TASK BRIEF: Select all lines in the records that include "Order".

SUPPLIED ENTRIES:
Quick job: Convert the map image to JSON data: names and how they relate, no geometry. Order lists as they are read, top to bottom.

--

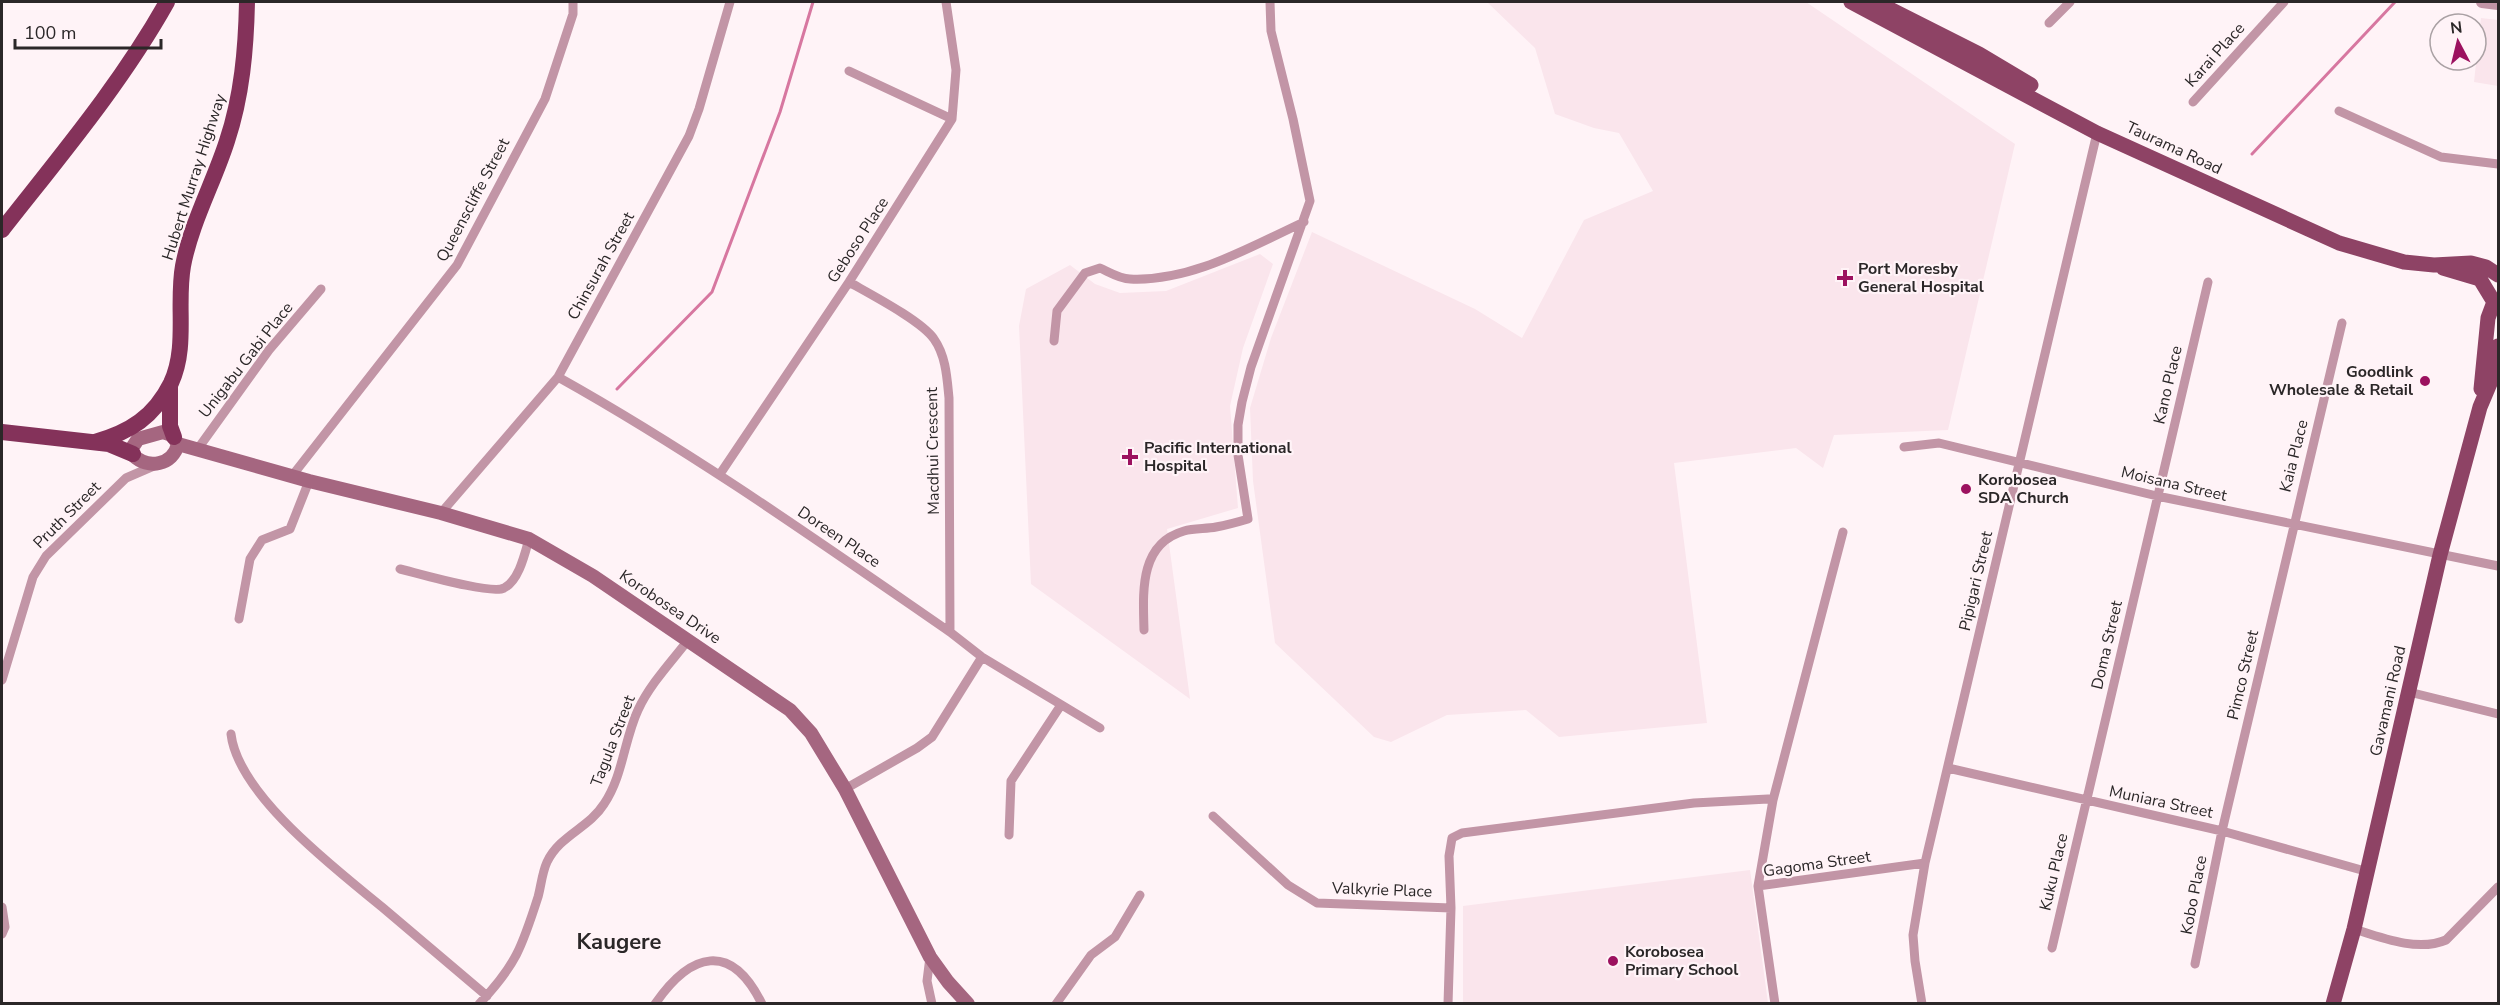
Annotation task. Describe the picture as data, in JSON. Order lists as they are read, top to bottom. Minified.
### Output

==

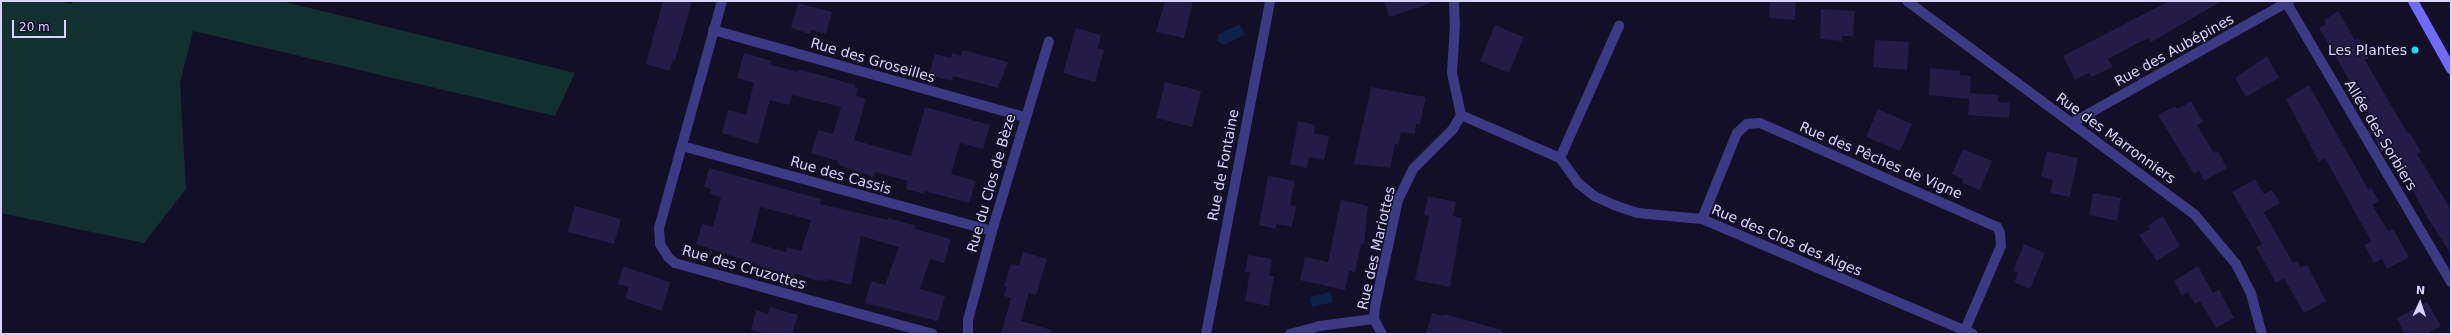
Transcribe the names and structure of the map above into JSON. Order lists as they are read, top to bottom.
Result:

WRITTEN RESPONSE:
Quick job: Convert the map image to JSON data: names and how they relate, no geometry. Order lists as they are read, top to bottom.
Annotation task. Describe the picture as data, in JSON. Order lists as they are read, top to bottom. Minified.
Transcribe the names and structure of the map above into JSON. Order lists as they are read, top to bottom.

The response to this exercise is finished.